Action item
Copy the first line of the material below and every later line through the line containing "Describe the picture", without any other output.

<<<<

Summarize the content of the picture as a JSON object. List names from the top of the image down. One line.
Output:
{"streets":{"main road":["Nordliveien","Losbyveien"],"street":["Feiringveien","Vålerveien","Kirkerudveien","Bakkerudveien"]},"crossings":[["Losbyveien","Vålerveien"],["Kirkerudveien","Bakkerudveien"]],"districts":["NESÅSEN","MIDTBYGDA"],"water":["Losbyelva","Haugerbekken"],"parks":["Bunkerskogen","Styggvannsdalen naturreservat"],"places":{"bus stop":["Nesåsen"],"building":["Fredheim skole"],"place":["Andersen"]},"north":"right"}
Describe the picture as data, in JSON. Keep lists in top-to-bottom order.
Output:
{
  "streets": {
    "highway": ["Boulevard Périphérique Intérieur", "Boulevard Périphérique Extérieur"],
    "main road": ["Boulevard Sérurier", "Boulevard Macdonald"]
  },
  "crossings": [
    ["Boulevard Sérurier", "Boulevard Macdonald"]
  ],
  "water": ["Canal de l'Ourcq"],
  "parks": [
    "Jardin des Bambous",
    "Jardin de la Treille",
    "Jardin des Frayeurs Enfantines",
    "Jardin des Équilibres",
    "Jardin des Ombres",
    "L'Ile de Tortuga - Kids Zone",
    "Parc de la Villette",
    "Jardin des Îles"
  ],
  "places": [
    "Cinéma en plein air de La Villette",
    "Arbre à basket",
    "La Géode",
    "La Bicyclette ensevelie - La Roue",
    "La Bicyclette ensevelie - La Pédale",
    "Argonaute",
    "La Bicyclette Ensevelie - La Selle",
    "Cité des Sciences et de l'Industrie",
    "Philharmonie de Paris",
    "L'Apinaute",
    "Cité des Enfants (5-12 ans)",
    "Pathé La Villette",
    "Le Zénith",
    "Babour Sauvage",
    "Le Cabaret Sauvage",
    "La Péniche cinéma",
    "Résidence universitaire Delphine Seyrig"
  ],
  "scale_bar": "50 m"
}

>>>>

Answer space
Summarize the content of the picture as a JSON object. List names from the top of the image down. One line.
Output:
{"streets":{"main road":["Nordliveien","Losbyveien"],"street":["Feiringveien","Vålerveien","Kirkerudveien","Bakkerudveien"]},"crossings":[["Losbyveien","Vålerveien"],["Kirkerudveien","Bakkerudveien"]],"districts":["NESÅSEN","MIDTBYGDA"],"water":["Losbyelva","Haugerbekken"],"parks":["Bunkerskogen","Styggvannsdalen naturreservat"],"places":{"bus stop":["Nesåsen"],"building":["Fredheim skole"],"place":["Andersen"]},"north":"right"}
Describe the picture as data, in JSON. Keep lists in top-to-bottom order.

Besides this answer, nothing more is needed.